Ampere’s Circuital Law

$\oint \vec{B} \cdot d\vec{l} = \mu_0 I_{\text{enc}}$

Pick a closed loop, evaluate the line integral on the left, set it equal to $\mu_0$ times the current piercing the loop. Works easily only when symmetry makes the line integral a simple product.

Decision Rule

Use Ampere’s law when:

Infinite straight wire (cylindrical symmetry)
Long solenoid (translational symmetry along axis)
Toroid (rotational symmetry)
Long current-carrying cylinder, hollow or solid

Use Biot-Savart law when:

Finite straight wire
Circular loop, on the axis (not at the centre — Ampere fails because field outside the wire isn’t symmetric over a useful loop)
Arc of any angle
Any configuration where field is asked at a specific point and the symmetry is broken

Solved Examples

Example 1 — Infinite Wire, both methods (CBSE, easy)

Find $B$ at distance $r$ from an infinite straight wire carrying current $I$ .

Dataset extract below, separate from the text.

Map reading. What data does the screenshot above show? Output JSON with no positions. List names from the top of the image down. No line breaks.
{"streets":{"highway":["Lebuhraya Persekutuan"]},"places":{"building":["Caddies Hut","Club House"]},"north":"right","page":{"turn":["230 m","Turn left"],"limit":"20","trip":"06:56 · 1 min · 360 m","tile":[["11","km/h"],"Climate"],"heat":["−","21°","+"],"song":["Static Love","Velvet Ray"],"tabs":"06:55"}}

Ampere’s law method. By cylindrical symmetry, $\vec{B}$ has constant magnitude on a circle of radius $r$ around the wire and is tangent to it. Choose this circle as the Amperian loop:

$\oint \vec{B} \cdot d\vec{l} = B \cdot 2\pi r = \mu_0 I$

$B = \frac{\mu_0 I}{2\pi r}$

Two lines, done.

Biot-Savart method. Set up an integral along the wire, with each element $dl$ contributing $dB = (\mu_0/4\pi) I \sin\theta\, dl/r'^2$ where $r'$ is the distance from the element to the field point. After substitution and integration from $-\infty$ to $+\infty$ , you get the same answer — but it takes a page.

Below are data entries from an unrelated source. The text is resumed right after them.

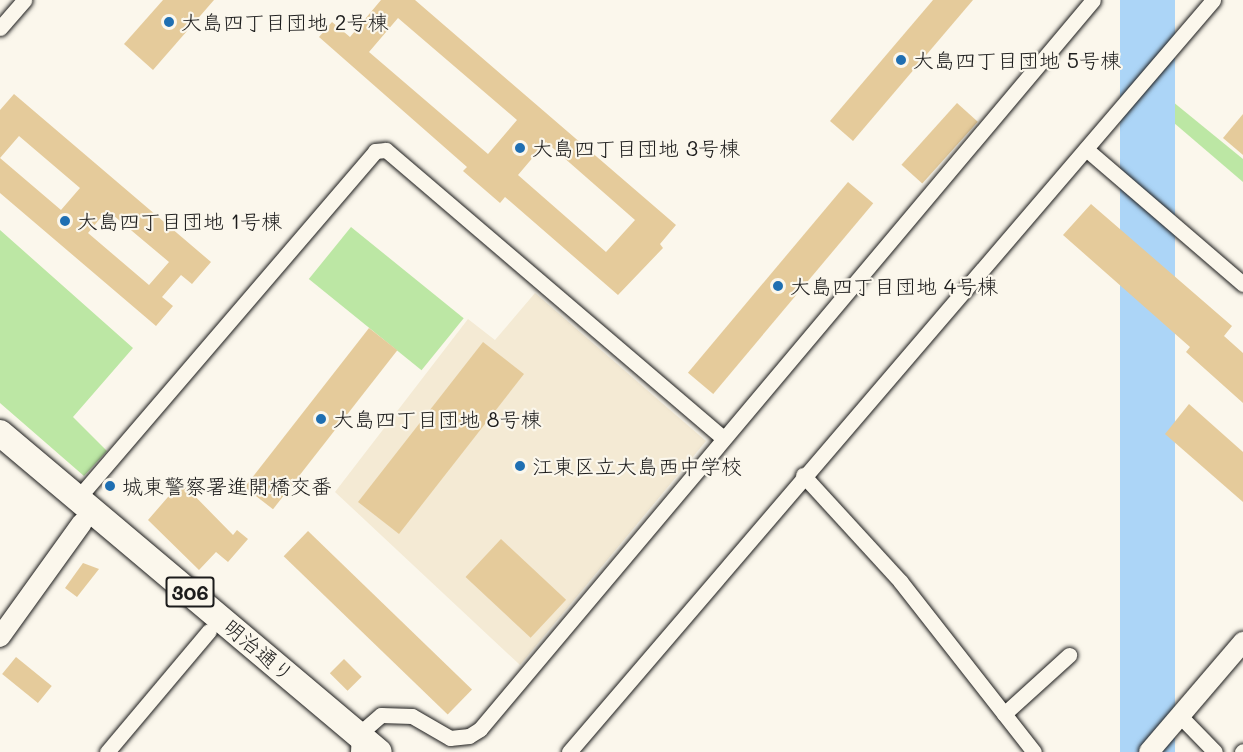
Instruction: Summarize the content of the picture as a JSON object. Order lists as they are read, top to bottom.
{
  "streets": {
    "main road": ["306", "明治通り"]
  },
  "places": [
    "大島四丁目団地 2号棟",
    "大島四丁目団地 5号棟",
    "大島四丁目団地 3号棟",
    "大島四丁目団地 1号棟",
    "大島四丁目団地 4号棟",
    "大島四丁目団地 8号棟",
    "江東区立大島西中学校",
    "城東警察署進開橋交番"
  ]
}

For an infinite wire, Ampere’s law is faster. For a finite wire, only Biot-Savart works.

Example 2 — Circular loop on the axis (JEE Main, medium)

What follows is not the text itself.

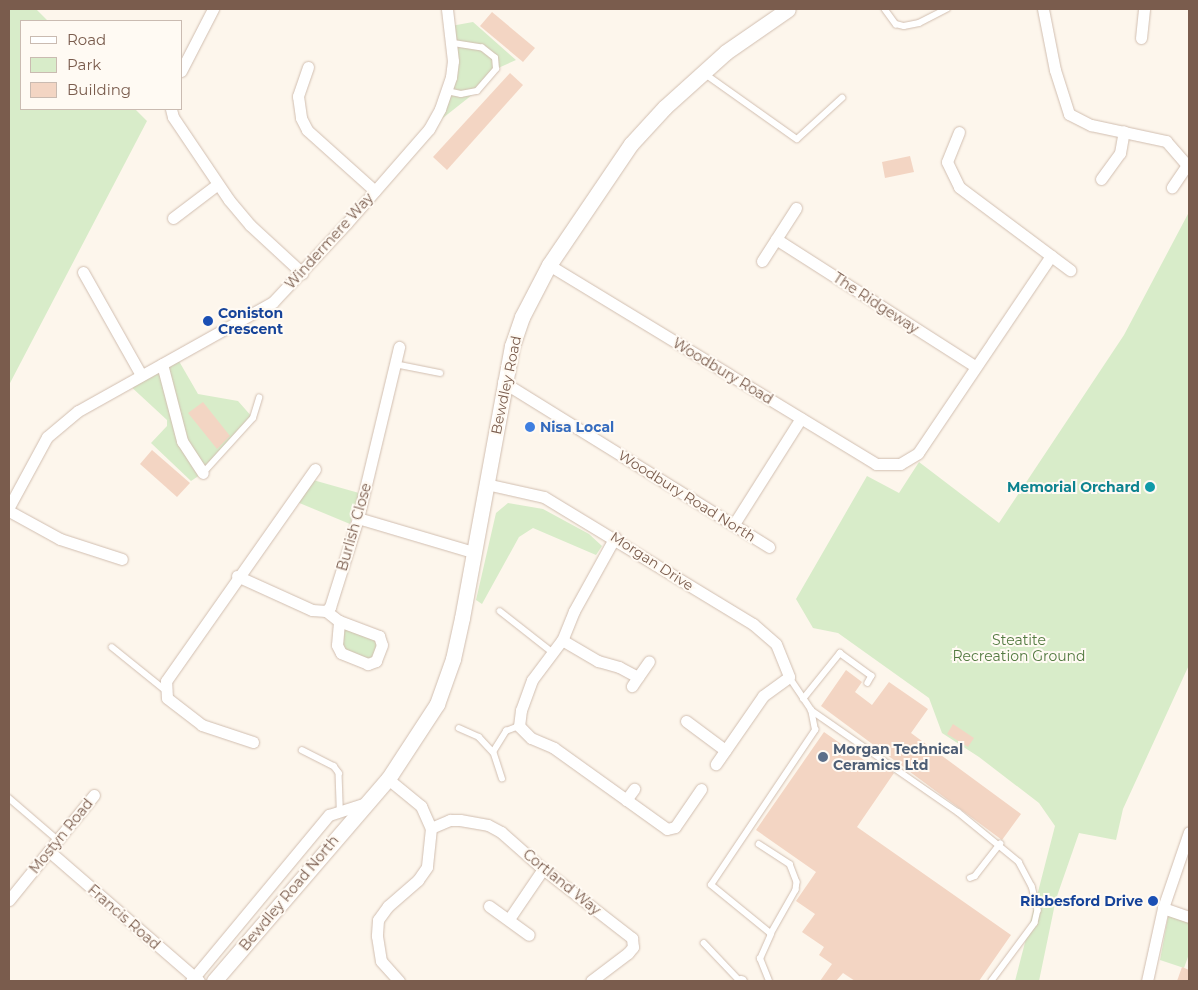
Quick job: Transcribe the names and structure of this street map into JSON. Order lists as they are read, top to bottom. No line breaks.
{"streets":{"main road":["Bewdley Road","Bewdley Road North"],"street":["Windermere Way","The Ridgeway","Woodbury Road","Woodbury Road North","Burlish Close","Morgan Drive","Mostyn Road","Cortland Way","Francis Road"]},"crossings":[["The Ridgeway","Woodbury Road"],["Woodbury Road","Bewdley Road"],["Bewdley Road","Woodbury Road North"],["Bewdley Road","Morgan Drive"],["Bewdley Road","Bewdley Road North"],["Mostyn Road","Francis Road"]],"parks":["Steatite Recreation Ground"],"places":["Coniston Crescent","Nisa Local","Memorial Orchard","Morgan Technical Ceramics Ltd","Ribbesford Drive"],"legend":["Road","Park","Building"]}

Find $B$ on the axis of a circular loop of radius $R$ carrying current $I$ , at distance $z$ from the centre.

Ampere’s law fails here — there’s no Amperian loop on which $B$ is constant and tangent. Use Biot-Savart:

$B = \frac{\mu_0 I R^2}{2(R^2 + z^2)^{3/2}}$

At the centre ( $z = 0$ ): $B = \mu_0 I/(2R)$ .

Example 3 — Solenoid (JEE Main, easy)

Find $B$ inside a long solenoid with $n$ turns per unit length carrying current $I$ .

Ampere’s law shines here. Choose a rectangular Amperian loop with one side inside (length $L$ , parallel to the axis), one side outside (where $B \approx 0$ ), and two perpendicular sides:

$\oint \vec{B} \cdot d\vec{l} = BL + 0 + 0 + 0 = \mu_0 (nL)I$

$B = \mu_0 n I$

This is the workhorse formula for solenoid problems.

Example 4 — Off-axis field of a circular loop (JEE Advanced, hard)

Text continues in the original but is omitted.